** Data for this task follows **

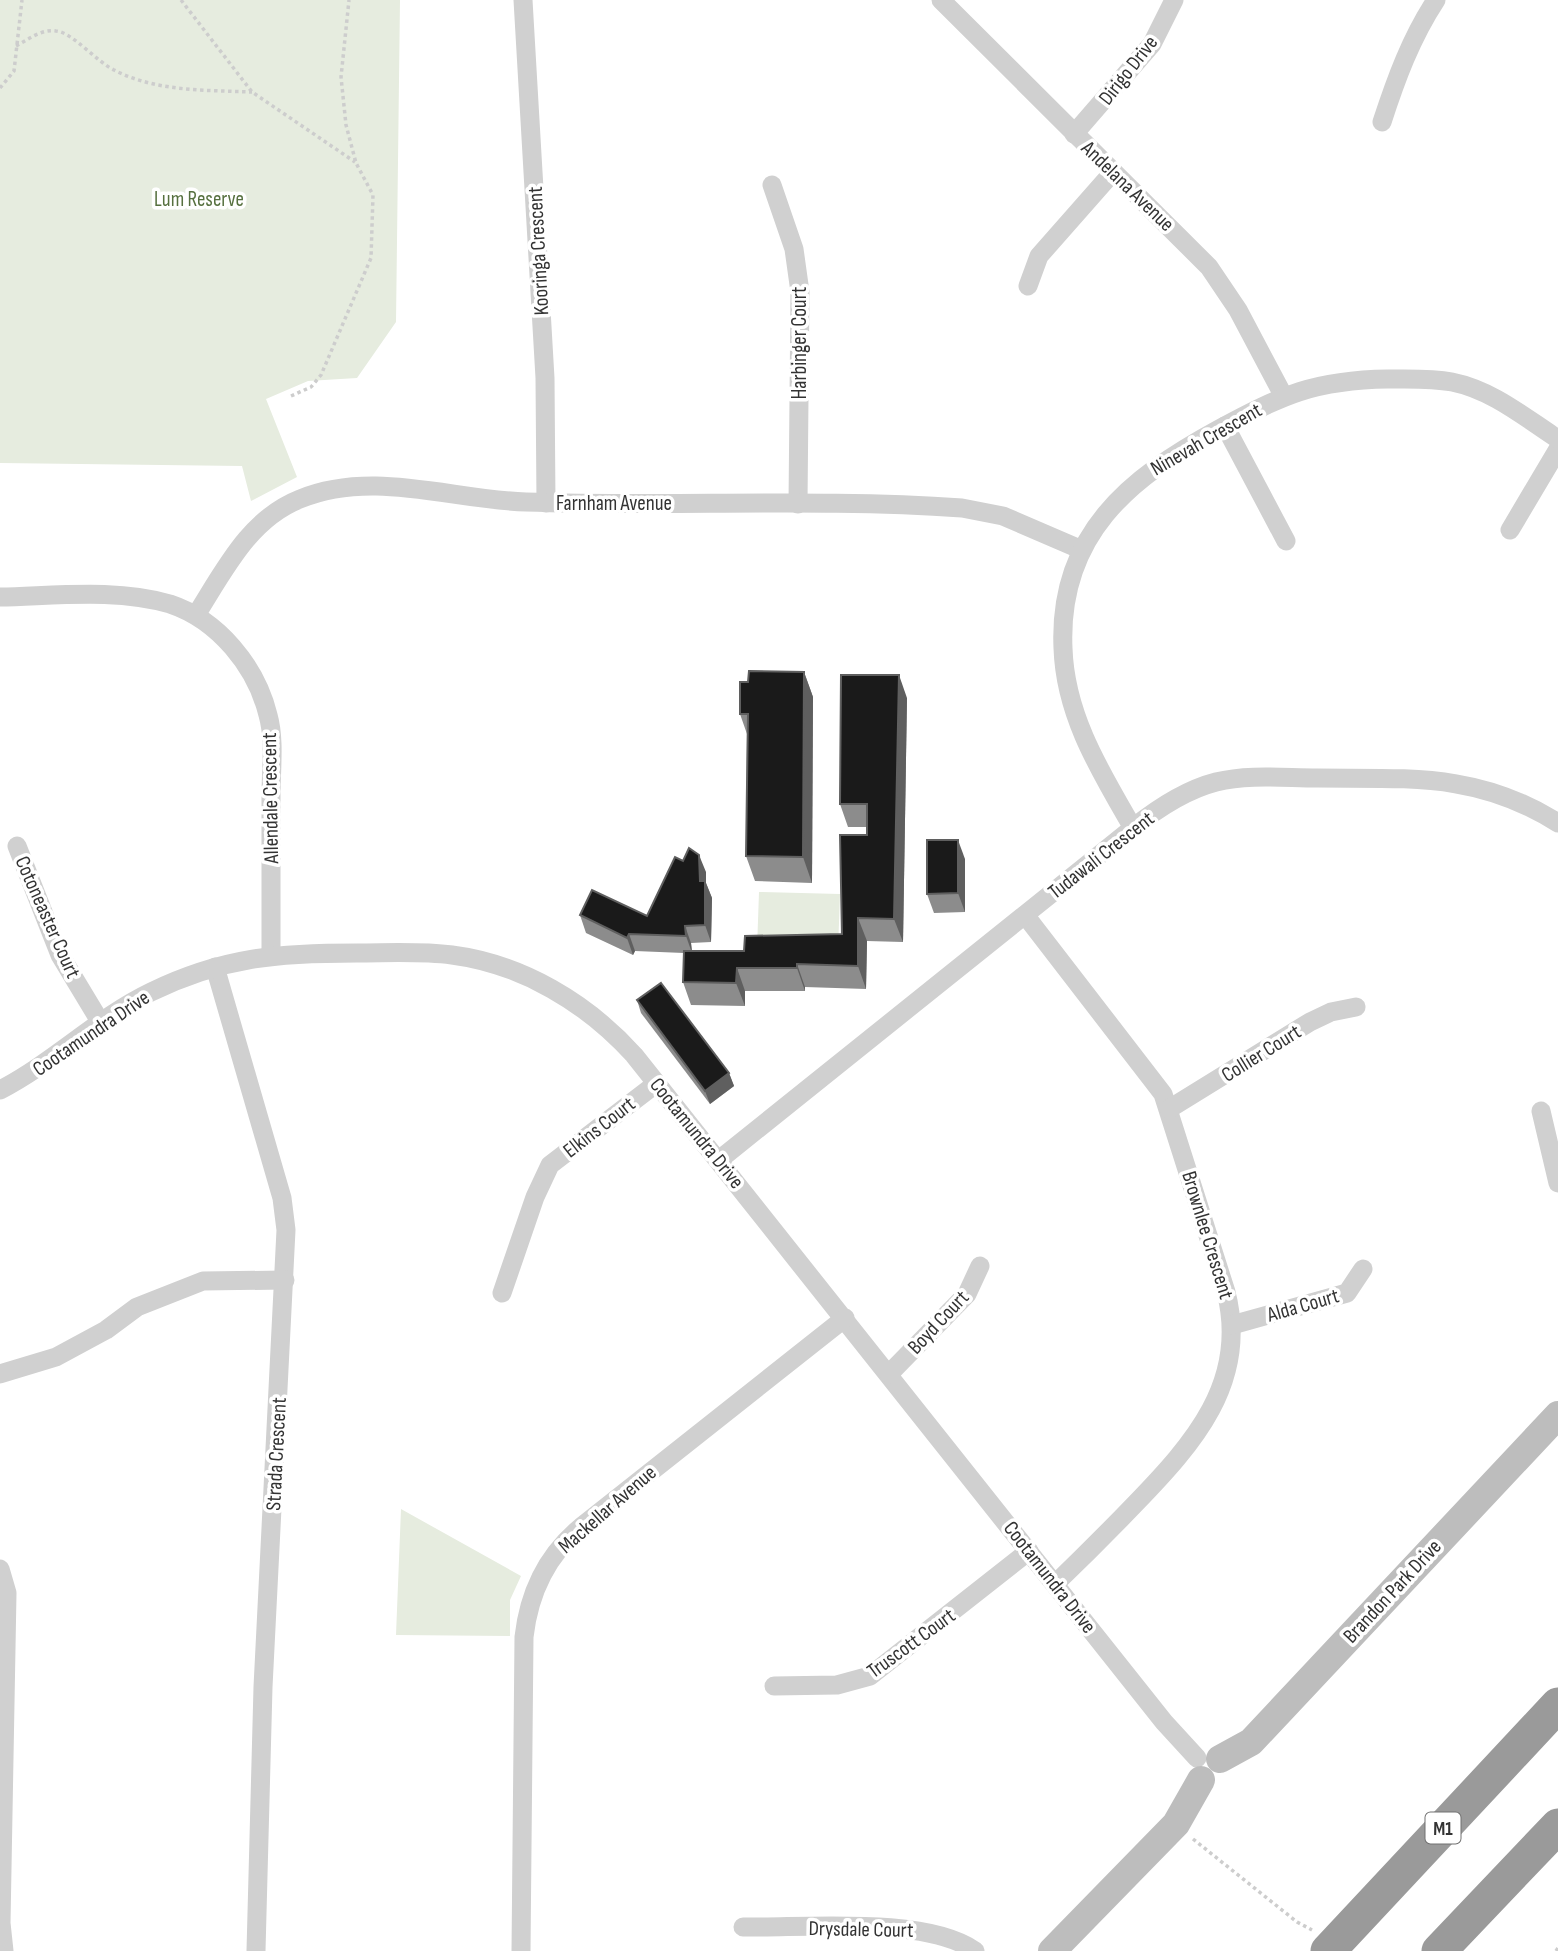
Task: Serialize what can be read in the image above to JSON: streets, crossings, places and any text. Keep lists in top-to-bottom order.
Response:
{
  "streets": {
    "highway": ["M1"],
    "street": [
      "Dirigo Drive",
      "Andelana Avenue",
      "Kooringa Crescent",
      "Harbinger Court",
      "Ninevah Crescent",
      "Farnham Avenue",
      "Allendale Crescent",
      "Tudawali Crescent",
      "Cotoneaster Court",
      "Cootamundra Drive",
      "Collier Court",
      "Elkins Court",
      "Brownlee Crescent",
      "Alda Court",
      "Boyd Court",
      "Strada Crescent",
      "Mackellar Avenue",
      "Brandon Park Drive",
      "Truscott Court",
      "Drysdale Court"
    ]
  },
  "crossings": [
    ["Dirigo Drive", "Andelana Avenue"],
    ["Andelana Avenue", "Ninevah Crescent"],
    ["Kooringa Crescent", "Farnham Avenue"],
    ["Harbinger Court", "Farnham Avenue"],
    ["Ninevah Crescent", "Farnham Avenue"],
    ["Ninevah Crescent", "Tudawali Crescent"],
    ["Farnham Avenue", "Allendale Crescent"],
    ["Allendale Crescent", "Cootamundra Drive"],
    ["Tudawali Crescent", "Cootamundra Drive"],
    ["Tudawali Crescent", "Brownlee Crescent"],
    ["Cotoneaster Court", "Cootamundra Drive"],
    ["Cootamundra Drive", "Elkins Court"],
    ["Cootamundra Drive", "Brownlee Crescent"],
    ["Cootamundra Drive", "Boyd Court"],
    ["Cootamundra Drive", "Strada Crescent"],
    ["Cootamundra Drive", "Mackellar Avenue"],
    ["Cootamundra Drive", "Brandon Park Drive"],
    ["Cootamundra Drive", "Truscott Court"],
    ["Collier Court", "Brownlee Crescent"],
    ["Brownlee Crescent", "Alda Court"]
  ],
  "parks": ["Lum Reserve"]
}
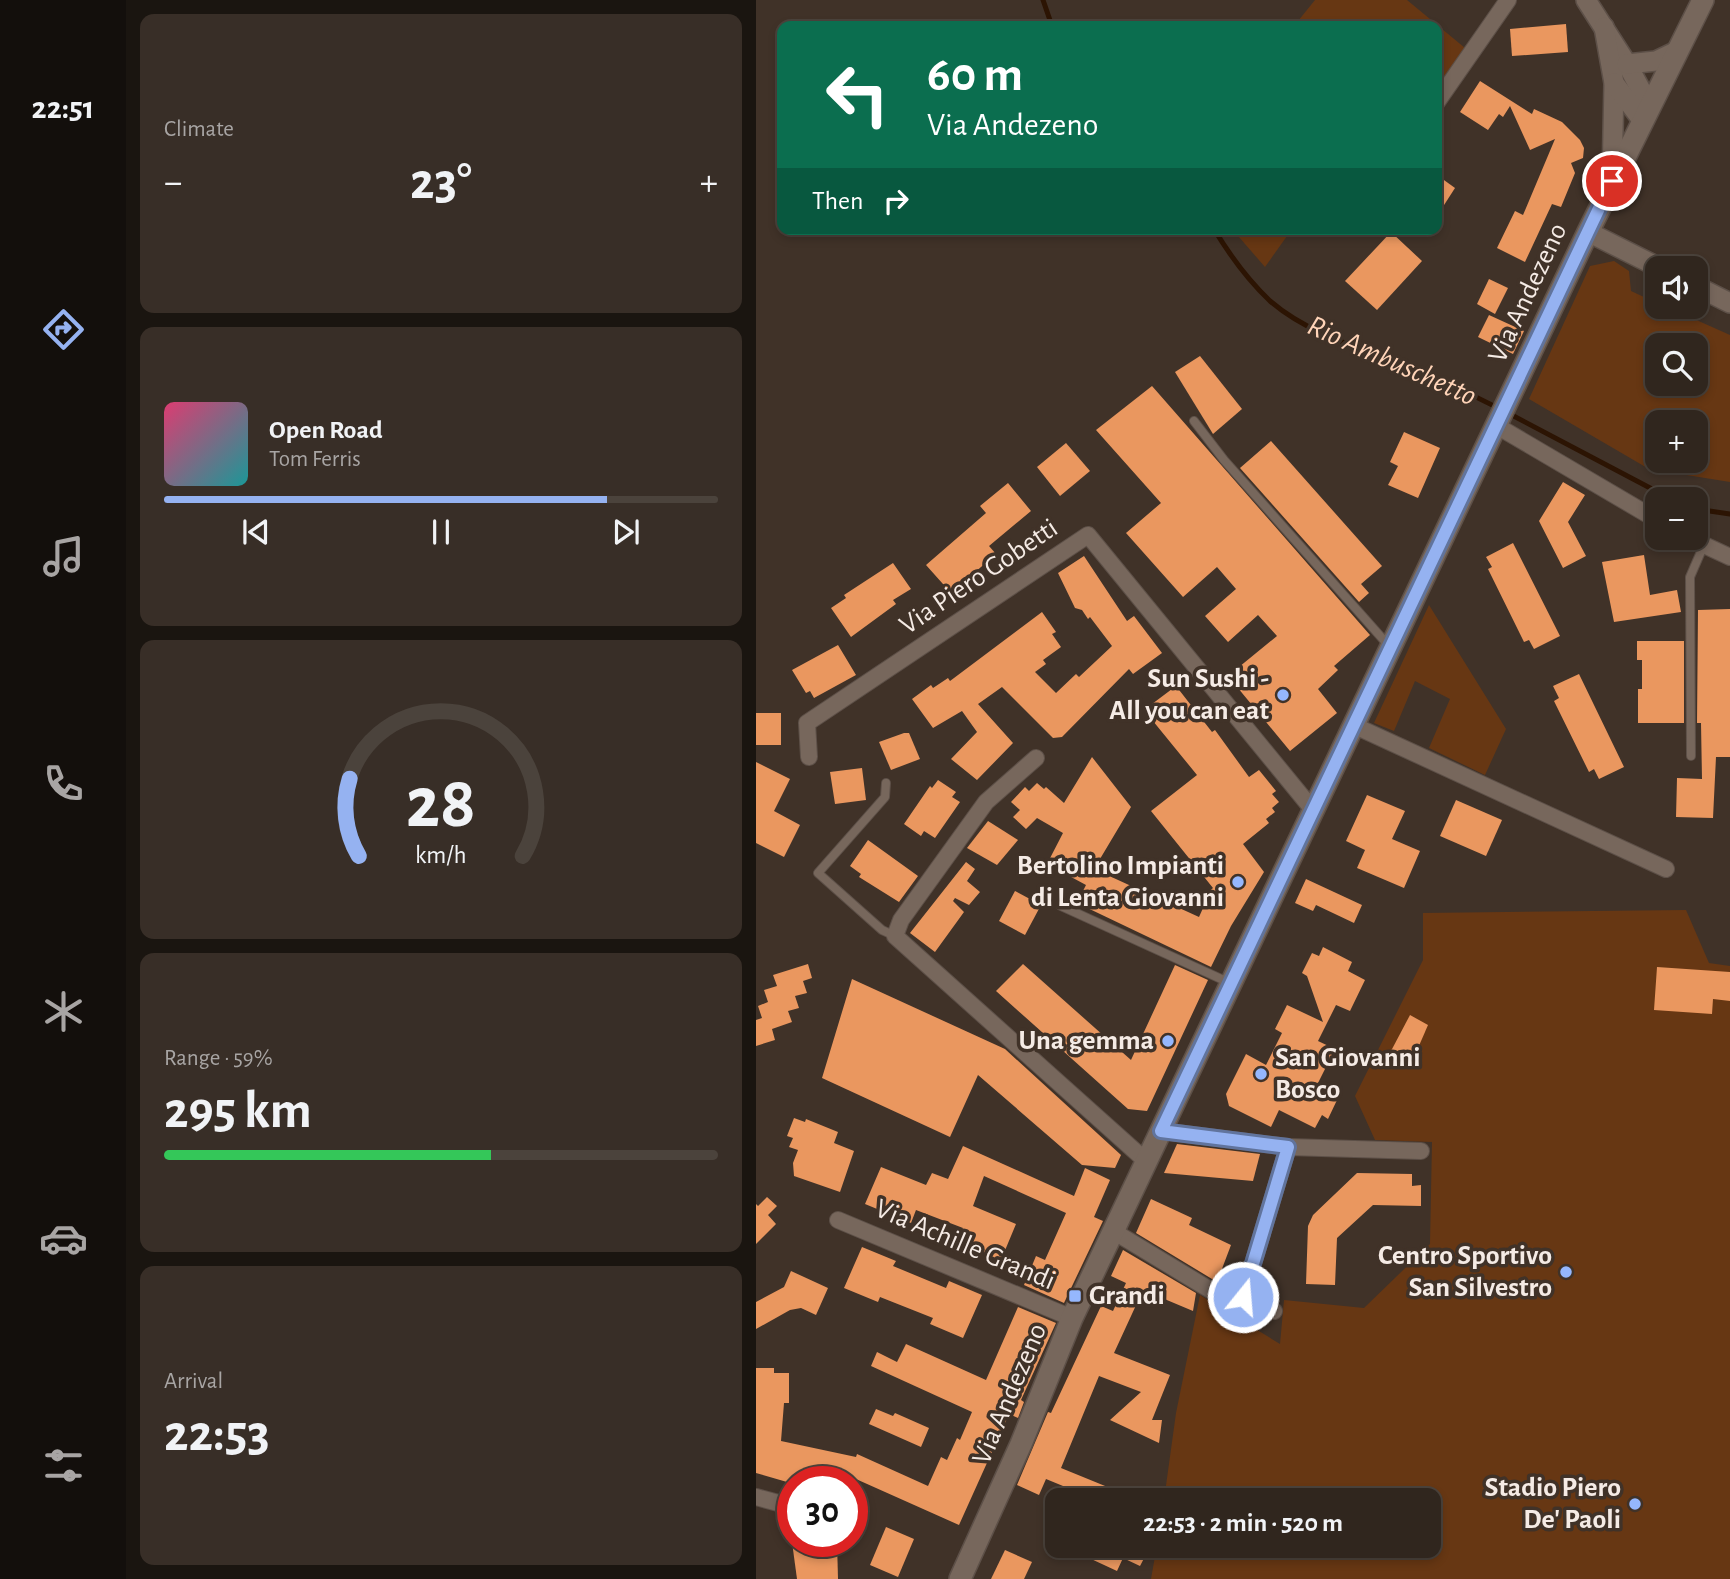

** End of Data for this task **

■ What you need to do:
Display each line of the data where "Alda" occurs.

■ Solution below:
      "Alda Court",
    ["Brownlee Crescent", "Alda Court"]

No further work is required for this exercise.